In
<CAAJSdjgo9D8pYEM6WEh-_y7FZEztH=2y29p4kw2nkdcped4...@mail.gmail.com>,
on 04/29/2013
at 10:42 AM, John McKown <[email protected]> said:
>There is no architectural restriction about not modifying
>instructions "on the fly". The z does not have the concept of
>"data" versus "instruction" storage. But, IMO, it is an
>abomination. There are two major reasons and one minor one. First,
>it causes a flush of the I (and D?) cache. This impacts
>performance quite a bit.
That much is patially true. Perhaps you meant modifying instructions
inline.
>Second, it makes the code not reentrant.
No. The Devil is in the details.
>Rather than modifying an instruction on the fly, I either use an
>EX of the instruction, when possible; or I move a the template of
>the instruction into a data area and EX that.

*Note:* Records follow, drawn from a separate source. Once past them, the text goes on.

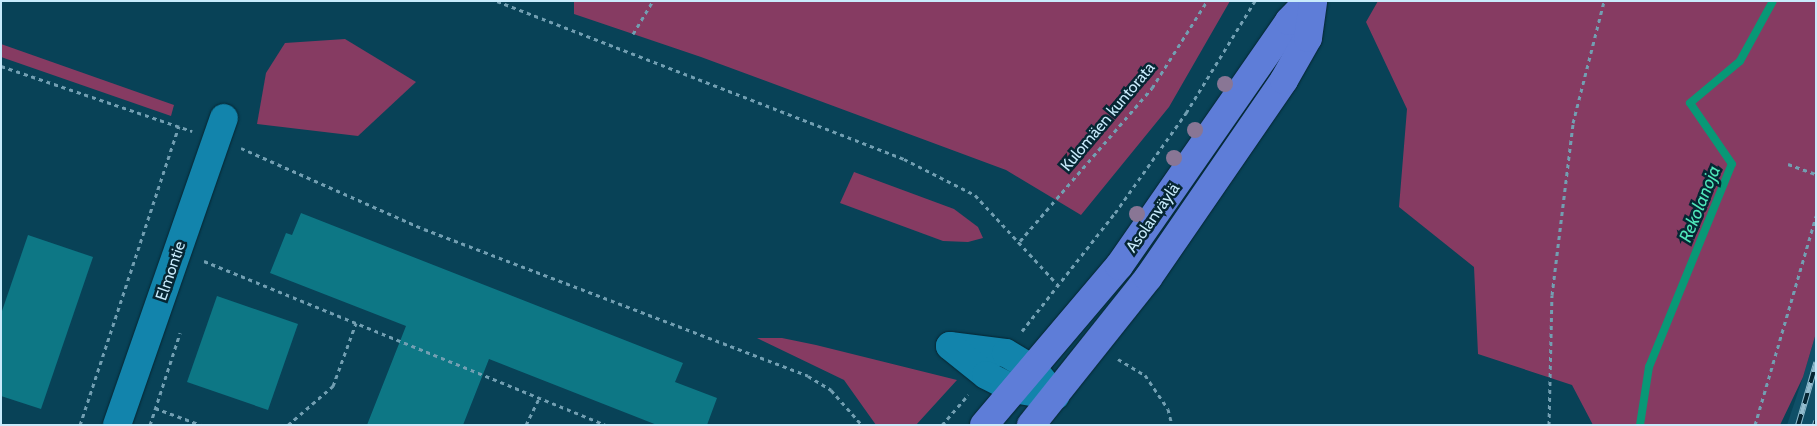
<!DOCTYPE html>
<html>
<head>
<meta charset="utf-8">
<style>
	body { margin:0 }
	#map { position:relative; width:1817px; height:426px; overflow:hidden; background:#084257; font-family:Cabin,sans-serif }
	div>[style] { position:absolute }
	.built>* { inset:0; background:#0f4f67 }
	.green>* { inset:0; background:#863b62 }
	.stream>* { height:8px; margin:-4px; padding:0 4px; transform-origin:4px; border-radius:4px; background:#089876 }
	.building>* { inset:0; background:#0d7785 }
	.path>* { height:3px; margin-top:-1.5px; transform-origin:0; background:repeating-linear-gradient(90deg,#729fb2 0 4px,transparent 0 8px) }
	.roads { filter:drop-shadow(0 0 1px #062633) drop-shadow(0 0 1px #062633) }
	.minor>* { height:28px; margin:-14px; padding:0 14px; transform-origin:14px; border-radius:14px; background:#1284ac }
	.major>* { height:28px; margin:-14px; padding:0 14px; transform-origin:14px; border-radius:14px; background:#5e7dd8 }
	.rail>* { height:5.5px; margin-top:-2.75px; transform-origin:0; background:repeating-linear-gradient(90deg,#062633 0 11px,#92bcce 0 22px); box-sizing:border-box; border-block:1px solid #92bcce }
	.trees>* { width:16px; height:16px; margin:-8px; border-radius:50%; background:#897695 }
	span { translate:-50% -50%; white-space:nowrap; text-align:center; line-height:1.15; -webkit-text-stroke:5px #062633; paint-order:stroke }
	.street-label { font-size:16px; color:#c8ebfc }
	.water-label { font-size:18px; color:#4fe7ba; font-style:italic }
	.frame { position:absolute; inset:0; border:2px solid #c8ebfc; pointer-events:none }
</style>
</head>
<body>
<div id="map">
	<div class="built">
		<div style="clip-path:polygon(1816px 333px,1816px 425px,1787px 425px,1803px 377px)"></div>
	</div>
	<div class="green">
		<div style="clip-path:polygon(574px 1px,1230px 1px,1169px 107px,1081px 215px,1006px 170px,701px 57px,574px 14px)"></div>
		<div style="clip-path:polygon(1378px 1px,1816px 1px,1816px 333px,1803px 377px,1780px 425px,1593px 425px,1572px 385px,1478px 354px,1474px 267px,1399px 207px,1407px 109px,1366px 22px)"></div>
		<div style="clip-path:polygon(345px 39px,416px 82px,358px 136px,257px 124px,266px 73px,285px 43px)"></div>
		<div style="clip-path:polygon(1px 44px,174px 105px,171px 116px,1px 57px)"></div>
		<div style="clip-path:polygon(854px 172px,954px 209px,978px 227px,983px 238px,968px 242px,943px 241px,840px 203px)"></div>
		<div style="clip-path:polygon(757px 338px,782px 338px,816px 345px,957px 380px,916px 425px,876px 425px,844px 380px)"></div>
	</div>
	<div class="stream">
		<div style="left:1640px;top:425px;width:59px;rotate:-81.2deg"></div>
		<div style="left:1649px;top:367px;width:219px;rotate:-67.8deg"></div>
		<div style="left:1732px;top:164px;width:74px;rotate:-124.5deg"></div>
		<div style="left:1690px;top:103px;width:65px;rotate:-40deg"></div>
		<div style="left:1740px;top:61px;width:68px;rotate:-61.2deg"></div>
	</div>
	<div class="building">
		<div style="clip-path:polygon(301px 213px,683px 363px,675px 382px,717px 398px,707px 425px,657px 425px,489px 359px,463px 425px,367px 425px,406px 326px,270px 273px,286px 233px,292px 235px)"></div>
		<div style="clip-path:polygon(28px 235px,93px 257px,41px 409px,1px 396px,1px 314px)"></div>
		<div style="clip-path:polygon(217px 296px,298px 324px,268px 410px,187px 382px)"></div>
	</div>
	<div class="path">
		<div style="left:497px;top:1px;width:437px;rotate:21.2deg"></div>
		<div style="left:904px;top:159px;width:80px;rotate:26.9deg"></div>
		<div style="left:975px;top:195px;width:122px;rotate:47.3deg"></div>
		<div style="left:633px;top:34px;width:39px;rotate:-59deg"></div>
		<div style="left:1px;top:66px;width:202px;rotate:18.8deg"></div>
		<div style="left:241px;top:148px;width:200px;rotate:23.9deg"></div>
		<div style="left:424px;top:229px;width:411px;rotate:20.9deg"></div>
		<div style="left:808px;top:376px;width:27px;rotate:31deg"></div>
		<div style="left:831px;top:390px;width:47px;rotate:48.5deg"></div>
		<div style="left:1788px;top:164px;width:30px;rotate:20deg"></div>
		<div style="left:1020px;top:241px;width:202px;rotate:-49.2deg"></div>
		<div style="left:1152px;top:88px;width:103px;rotate:-57.7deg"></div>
		<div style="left:204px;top:261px;width:433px;rotate:22.2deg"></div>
		<div style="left:1022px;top:331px;width:150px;rotate:-51.8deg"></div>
		<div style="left:1115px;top:213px;width:123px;rotate:-54.6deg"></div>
		<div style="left:1186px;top:113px;width:132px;rotate:-58.4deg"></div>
		<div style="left:1118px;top:359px;width:31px;rotate:31deg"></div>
		<div style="left:1145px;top:375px;width:41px;rotate:55.9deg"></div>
		<div style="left:1168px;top:409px;width:16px;rotate:76deg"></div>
		<div style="left:155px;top:408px;width:49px;rotate:20.3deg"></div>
		<div style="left:80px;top:425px;width:315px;rotate:-71.7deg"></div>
		<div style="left:150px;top:425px;width:97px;rotate:-71.9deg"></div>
		<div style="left:288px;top:425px;width:60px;rotate:-40.9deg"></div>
		<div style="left:333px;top:386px;width:67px;rotate:-69.9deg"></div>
		<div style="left:526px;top:425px;width:30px;rotate:-64deg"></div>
		<div style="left:942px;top:425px;width:40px;rotate:-49deg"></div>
		<div style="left:1549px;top:425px;width:130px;rotate:-88.7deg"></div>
		<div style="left:1552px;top:295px;width:173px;rotate:-83deg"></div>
		<div style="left:1573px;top:123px;width:126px;rotate:-75.7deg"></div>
		<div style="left:1755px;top:425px;width:218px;rotate:-73.7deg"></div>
	</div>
	<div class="roads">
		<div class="minor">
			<div style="left:950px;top:346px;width:56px;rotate:7.1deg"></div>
			<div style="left:1006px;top:353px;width:31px;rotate:31deg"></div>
			<div style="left:1033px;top:369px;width:35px;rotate:50deg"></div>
			<div style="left:950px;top:346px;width:46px;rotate:38.9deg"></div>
			<div style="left:986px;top:375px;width:31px;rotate:27deg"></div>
			<div style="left:1014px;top:389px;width:23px;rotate:10deg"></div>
			<div style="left:117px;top:425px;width:325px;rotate:-70.8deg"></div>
		</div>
		<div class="major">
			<div style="left:984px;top:425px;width:209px;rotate:-49.7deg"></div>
			<div style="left:1119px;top:266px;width:298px;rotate:-55.2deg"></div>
			<div style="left:1289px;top:21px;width:28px;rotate:-46deg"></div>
			<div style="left:1031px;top:425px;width:188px;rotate:-51.5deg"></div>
			<div style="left:1148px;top:278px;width:240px;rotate:-55.5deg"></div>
			<div style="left:1284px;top:80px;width:48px;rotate:-60.3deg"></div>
			<div style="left:1308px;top:38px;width:37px;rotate:-82deg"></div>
		</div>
	</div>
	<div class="rail">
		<div style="left:1798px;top:425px;width:65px;rotate:-73.8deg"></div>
		<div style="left:1815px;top:425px;width:4px;rotate:-76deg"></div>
	</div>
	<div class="trees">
		<div style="left:1225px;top:84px"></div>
		<div style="left:1195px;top:130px"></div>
		<div style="left:1174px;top:158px"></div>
		<div style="left:1137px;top:214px"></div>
	</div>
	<div class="street-label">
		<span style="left:1108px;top:117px;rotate:-50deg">Kulomäen kuntorata</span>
		<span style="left:1153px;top:218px;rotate:-55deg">Asolanväylä</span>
		<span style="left:171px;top:271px;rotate:-71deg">Elmontie</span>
	</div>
	<div class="water-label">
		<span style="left:1700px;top:204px;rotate:-68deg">Rekolanoja</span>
	</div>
	<div class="frame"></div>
</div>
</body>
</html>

Nit: you might consider that to be modifying it on the fly.
>Reminds me of an interesting facet of the Xerox Sigma architecture.
Mapping register numbers to low storage is not new with the Xerox
Sigma family; the DEC PDP-6 did it earlier.
--
Shmuel (Seymour J.) Metz, SysProg and JOAT
Atid/2 <http://patriot.net/~shmuel>
We don't care. We don't have to care, we're Congress.